一九六零年初,引洮工程在严酷的自然灾害面前被迫半途下马。当人们从狂热中醒来后,面临的是生存的威胁和挑战。生存欲望驱使砚乡的人们在令人头晕目眩的喇嘛崖畔,重新踩出了一条比以往更危险、更崎岖的小路。在半崖的流砂、滚石中,又凿出了几个仅容人身躯爬行的缝,在这些毫不惹人注目的洞穴中,重新采取出了稀世珍宝——洮砚石料。
洮砚石料采集的艰难迫使洮砚事业的发展在往后的几十年中风雨飘摇。期间涌现出一批又一批热爱洮砚的雕刻师,为洮砚的传承与发展做出卓越贡献。但由于喇嘛崖、水泉湾一带石材已无法人力获取,致使很多喇嘛崖、水泉湾一带之外劣质石材涌出市场,对洮砚的发展造成巨大的冲击。

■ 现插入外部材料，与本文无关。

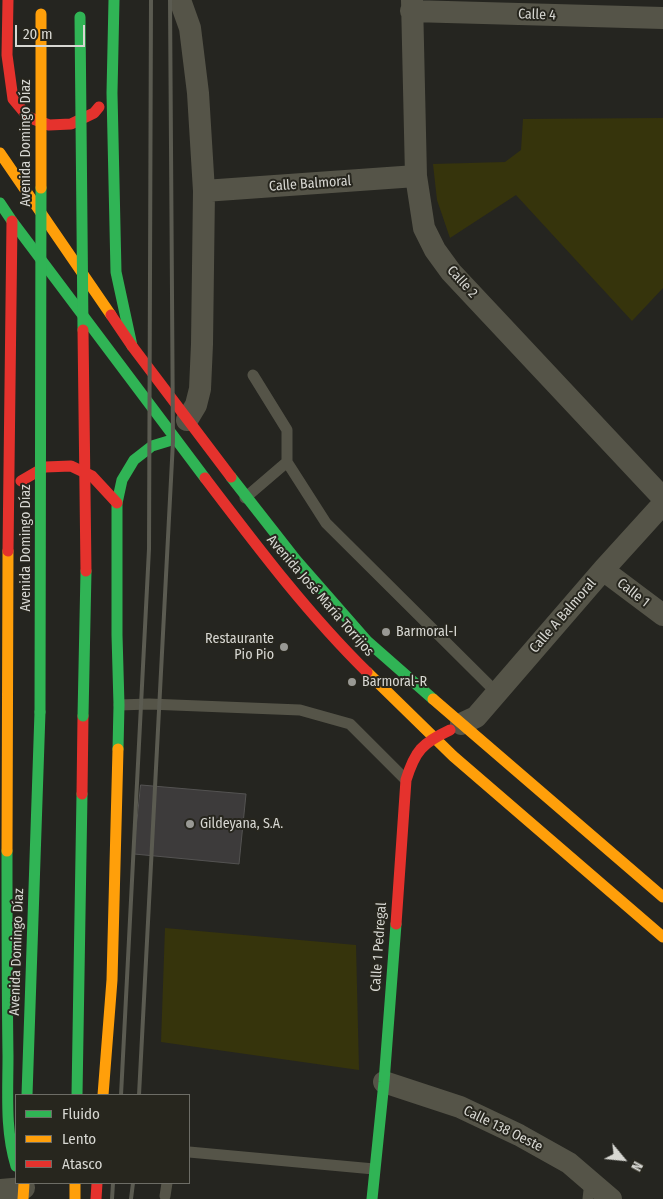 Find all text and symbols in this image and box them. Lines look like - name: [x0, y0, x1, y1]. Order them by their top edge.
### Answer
- street label: Calle 4: [518, 6, 556, 24]
- scale bar: [18, 15, 88, 47]
- text: 20 m: [23, 25, 53, 43]
- street label: Avenida Domingo Díaz: [18, 79, 34, 207]
- street label: Calle Balmoral: [268, 173, 352, 195]
- street label: Calle 2: [443, 262, 481, 302]
- street label: Avenida Domingo Díaz: [18, 484, 34, 612]
- street label: Avenida José María Torrijos: [263, 532, 377, 660]
- street label: Calle A Balmoral: [526, 575, 600, 657]
- street label: Calle 1: [613, 575, 653, 611]
- place label: Barmoral-I: [396, 624, 457, 640]
- marker: Barmoral-I: [380, 626, 392, 638]
- place label: Restaurante Pio Pio: [205, 631, 274, 664]
- marker: Restaurante Pio Pio: [278, 641, 290, 653]
- place label: Barmoral-R: [362, 674, 427, 690]
- marker: Barmoral-R: [346, 676, 358, 688]
- place label: Gildeyana, S.A.: [200, 816, 283, 832]
- marker: Gildeyana, S.A.: [184, 818, 196, 830]
- street label: Avenida Domingo Díaz: [6, 888, 28, 1016]
- street label: Calle 1 Pedregal: [368, 902, 390, 992]
- legend: [15, 1094, 190, 1184]
- street label: Calle 138 Oeste: [461, 1103, 545, 1155]
- text: Fluido: [62, 1105, 100, 1123]
- text: Lento: [62, 1130, 96, 1148]
- north arrow: [598, 1134, 648, 1184]
- text: Atasco: [62, 1155, 102, 1173]
- text: N: [627, 1159, 646, 1174] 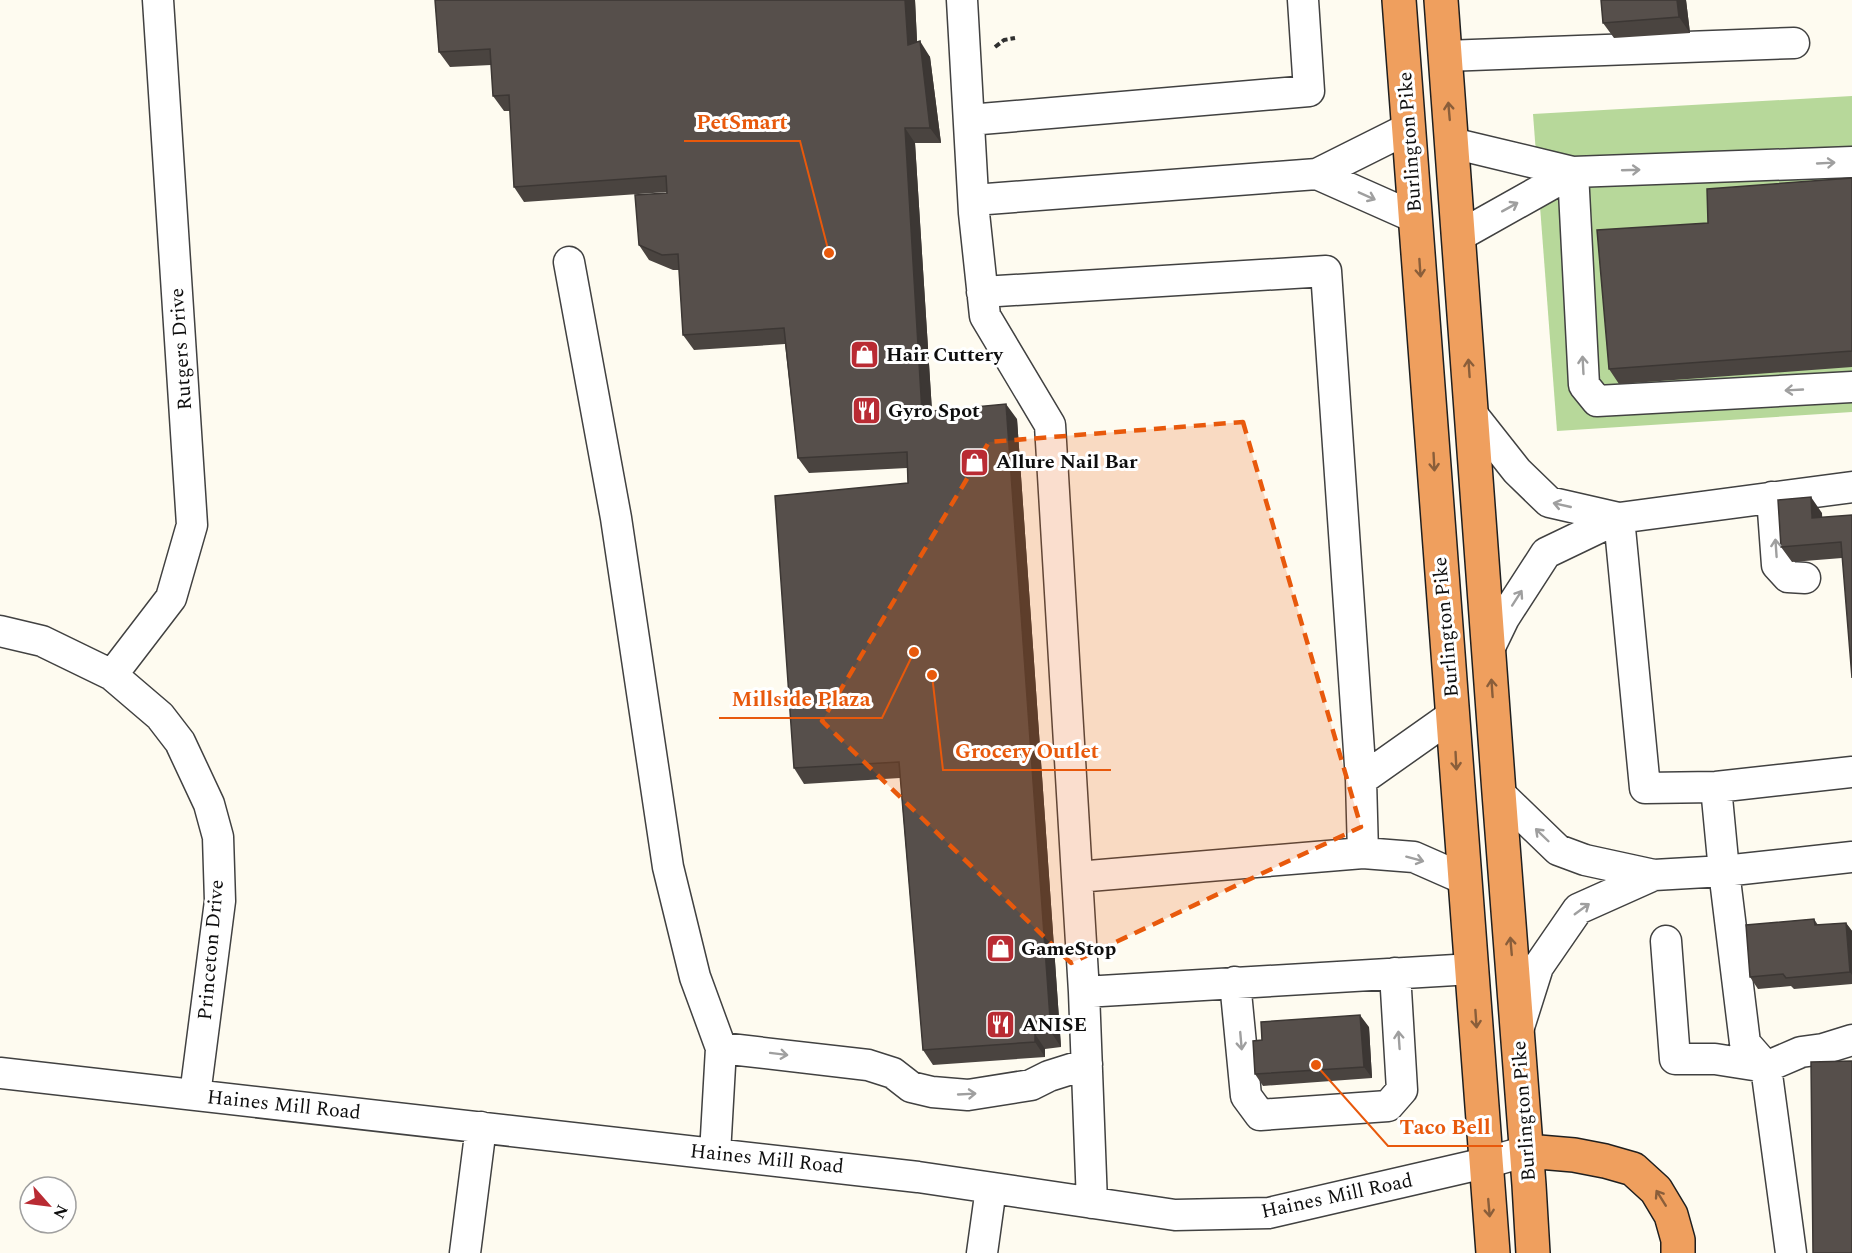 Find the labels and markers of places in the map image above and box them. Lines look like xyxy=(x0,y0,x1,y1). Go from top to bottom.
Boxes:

2010年,国家正式收回洮砚劣质石材的矿产——岷县禾驮乡、西江一带,以及唯一一处洮砚顶级石材的矿产——卓尼县喇嘛崖、水泉湾一带,并通过国家招拍挂公开招拍,停止开采岷县石材、让洮砚劣质石材得到流通的遏制,并科学开采卓尼县喇嘛崖一代顶级石材。
随着华夏文明创新区落户甘肃,洮砚的精品化也随之被多次提及。
2010年,万龙工艺美术有限公司创立品牌“老坑洮砚”,在当地政府的指导和支持下,开始洮砚文化产业品牌化运营。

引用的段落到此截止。